* [Assignment]: Gather each line of the entries below that includes "canvas".

* [Stored data entries]:

● ● ● ● ●

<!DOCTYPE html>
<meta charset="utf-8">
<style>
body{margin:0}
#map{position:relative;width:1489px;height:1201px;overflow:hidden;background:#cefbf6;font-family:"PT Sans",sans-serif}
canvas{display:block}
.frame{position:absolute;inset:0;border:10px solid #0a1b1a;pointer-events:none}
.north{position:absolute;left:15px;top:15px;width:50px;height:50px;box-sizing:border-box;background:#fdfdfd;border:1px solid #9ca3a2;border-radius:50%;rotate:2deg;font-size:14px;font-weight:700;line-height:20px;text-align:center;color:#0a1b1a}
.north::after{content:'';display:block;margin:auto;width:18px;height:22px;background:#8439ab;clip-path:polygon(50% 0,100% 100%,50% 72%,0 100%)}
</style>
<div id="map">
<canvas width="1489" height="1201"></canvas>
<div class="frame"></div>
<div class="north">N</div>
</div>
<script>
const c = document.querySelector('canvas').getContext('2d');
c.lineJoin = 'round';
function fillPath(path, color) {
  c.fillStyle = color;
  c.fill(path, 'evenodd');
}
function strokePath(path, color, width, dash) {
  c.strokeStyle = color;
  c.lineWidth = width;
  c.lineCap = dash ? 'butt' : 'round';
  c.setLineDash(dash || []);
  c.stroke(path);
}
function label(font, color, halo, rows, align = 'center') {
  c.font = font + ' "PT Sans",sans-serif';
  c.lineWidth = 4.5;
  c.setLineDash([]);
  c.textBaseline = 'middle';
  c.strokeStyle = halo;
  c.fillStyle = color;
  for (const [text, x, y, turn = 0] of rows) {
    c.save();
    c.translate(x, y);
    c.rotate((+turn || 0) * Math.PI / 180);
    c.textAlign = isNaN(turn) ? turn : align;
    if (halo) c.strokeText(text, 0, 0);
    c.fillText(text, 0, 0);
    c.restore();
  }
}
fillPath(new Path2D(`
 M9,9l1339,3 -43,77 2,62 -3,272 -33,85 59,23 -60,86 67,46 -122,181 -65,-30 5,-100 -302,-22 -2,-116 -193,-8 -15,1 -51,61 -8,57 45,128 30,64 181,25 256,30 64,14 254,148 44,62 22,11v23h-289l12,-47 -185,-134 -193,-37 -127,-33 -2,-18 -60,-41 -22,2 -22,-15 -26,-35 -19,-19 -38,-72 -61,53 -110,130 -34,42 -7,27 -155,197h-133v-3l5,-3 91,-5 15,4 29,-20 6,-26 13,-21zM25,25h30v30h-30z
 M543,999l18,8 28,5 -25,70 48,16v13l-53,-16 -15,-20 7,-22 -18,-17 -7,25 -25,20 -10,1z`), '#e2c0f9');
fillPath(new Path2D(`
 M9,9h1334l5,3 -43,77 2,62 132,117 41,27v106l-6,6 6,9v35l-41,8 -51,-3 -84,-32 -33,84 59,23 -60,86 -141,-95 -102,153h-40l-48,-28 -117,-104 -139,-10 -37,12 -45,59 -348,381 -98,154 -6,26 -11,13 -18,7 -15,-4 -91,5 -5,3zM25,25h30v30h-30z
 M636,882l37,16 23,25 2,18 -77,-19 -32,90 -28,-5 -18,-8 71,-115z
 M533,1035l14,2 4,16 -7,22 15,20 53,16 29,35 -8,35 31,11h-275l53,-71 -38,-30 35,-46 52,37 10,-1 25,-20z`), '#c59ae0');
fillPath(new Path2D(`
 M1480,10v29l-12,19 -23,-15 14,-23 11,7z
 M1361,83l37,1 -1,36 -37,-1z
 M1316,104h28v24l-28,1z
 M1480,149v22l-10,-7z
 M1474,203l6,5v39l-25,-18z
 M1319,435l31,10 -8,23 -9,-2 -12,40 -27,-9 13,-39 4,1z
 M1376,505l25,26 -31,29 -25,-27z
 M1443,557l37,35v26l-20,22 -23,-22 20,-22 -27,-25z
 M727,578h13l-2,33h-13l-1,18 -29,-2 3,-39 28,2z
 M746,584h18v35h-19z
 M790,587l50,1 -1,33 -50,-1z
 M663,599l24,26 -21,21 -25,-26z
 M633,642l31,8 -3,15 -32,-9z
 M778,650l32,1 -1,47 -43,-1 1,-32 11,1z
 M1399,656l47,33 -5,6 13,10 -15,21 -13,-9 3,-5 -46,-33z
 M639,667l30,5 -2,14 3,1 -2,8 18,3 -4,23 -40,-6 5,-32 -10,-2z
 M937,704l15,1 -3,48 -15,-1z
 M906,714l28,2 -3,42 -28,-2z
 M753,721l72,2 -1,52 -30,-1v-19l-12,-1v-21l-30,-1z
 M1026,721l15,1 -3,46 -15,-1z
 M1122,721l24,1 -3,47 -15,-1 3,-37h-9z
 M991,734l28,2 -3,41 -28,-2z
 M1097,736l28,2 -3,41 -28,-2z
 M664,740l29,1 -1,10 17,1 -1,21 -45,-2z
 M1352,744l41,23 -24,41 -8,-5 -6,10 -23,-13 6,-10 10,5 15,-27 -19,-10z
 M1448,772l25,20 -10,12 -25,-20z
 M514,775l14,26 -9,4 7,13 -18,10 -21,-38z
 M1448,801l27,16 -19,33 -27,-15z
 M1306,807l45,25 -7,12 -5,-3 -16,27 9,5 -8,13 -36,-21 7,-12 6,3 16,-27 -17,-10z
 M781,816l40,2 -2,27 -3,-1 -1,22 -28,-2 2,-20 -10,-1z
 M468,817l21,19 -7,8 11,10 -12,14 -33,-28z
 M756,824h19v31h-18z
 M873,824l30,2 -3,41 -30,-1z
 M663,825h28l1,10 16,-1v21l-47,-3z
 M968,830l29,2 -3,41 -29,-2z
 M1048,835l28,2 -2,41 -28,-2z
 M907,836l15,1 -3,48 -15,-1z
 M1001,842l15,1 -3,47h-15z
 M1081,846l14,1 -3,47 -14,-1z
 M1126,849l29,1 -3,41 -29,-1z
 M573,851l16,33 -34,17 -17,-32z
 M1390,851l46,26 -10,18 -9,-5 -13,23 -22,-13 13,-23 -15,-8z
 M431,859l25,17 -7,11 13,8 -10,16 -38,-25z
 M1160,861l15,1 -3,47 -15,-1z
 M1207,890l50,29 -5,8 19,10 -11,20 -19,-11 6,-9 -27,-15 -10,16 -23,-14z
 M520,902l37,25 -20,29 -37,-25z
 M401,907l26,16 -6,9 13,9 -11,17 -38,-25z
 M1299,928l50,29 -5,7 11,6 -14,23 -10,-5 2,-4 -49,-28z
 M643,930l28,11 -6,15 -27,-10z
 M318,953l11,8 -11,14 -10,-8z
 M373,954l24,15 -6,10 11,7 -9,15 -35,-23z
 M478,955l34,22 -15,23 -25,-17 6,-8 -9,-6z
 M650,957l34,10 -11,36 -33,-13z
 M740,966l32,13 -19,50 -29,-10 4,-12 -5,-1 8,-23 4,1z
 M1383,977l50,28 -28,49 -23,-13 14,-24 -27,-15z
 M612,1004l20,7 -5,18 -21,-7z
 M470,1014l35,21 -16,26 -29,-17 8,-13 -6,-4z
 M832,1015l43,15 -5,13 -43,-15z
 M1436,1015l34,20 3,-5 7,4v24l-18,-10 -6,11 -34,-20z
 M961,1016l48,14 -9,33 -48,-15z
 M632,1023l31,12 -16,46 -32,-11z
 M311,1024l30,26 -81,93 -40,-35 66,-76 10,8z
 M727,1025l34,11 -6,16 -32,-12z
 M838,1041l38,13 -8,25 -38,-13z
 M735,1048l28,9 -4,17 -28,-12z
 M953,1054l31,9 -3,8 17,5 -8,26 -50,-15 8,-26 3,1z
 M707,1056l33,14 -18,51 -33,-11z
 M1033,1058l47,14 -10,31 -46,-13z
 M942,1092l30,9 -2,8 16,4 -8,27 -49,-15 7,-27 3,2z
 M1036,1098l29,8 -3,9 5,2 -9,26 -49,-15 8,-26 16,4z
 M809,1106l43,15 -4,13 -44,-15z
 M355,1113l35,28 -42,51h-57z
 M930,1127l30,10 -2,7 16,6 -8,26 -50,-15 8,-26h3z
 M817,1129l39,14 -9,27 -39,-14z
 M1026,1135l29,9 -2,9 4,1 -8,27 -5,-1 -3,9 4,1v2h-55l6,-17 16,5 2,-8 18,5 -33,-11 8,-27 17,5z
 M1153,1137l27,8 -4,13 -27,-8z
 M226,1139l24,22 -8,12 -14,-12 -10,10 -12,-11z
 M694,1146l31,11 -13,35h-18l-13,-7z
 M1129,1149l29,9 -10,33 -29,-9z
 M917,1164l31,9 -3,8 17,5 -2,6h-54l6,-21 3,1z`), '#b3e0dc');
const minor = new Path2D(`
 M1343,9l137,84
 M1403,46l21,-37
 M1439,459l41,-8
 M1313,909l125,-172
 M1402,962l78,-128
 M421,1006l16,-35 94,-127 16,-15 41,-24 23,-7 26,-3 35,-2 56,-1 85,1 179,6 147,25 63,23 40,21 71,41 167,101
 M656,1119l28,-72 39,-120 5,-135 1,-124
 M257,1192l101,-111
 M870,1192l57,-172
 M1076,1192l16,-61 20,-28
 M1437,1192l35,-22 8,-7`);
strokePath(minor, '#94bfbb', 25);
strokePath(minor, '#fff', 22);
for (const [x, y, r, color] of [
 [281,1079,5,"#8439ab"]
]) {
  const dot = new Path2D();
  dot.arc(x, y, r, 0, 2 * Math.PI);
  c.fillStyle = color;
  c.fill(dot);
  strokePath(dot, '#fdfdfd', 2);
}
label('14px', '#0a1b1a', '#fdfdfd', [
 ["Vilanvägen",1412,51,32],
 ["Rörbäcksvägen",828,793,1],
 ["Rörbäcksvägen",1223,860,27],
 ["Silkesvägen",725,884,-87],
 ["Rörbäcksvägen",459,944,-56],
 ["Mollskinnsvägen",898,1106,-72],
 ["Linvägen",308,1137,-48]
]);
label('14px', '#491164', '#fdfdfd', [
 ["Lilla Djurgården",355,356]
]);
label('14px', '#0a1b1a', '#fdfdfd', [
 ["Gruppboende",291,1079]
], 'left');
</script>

● ● ● ● ●

* [The completed task]:
canvas{display:block}
<canvas width="1489" height="1201"></canvas>
const c = document.querySelector('canvas').getContext('2d');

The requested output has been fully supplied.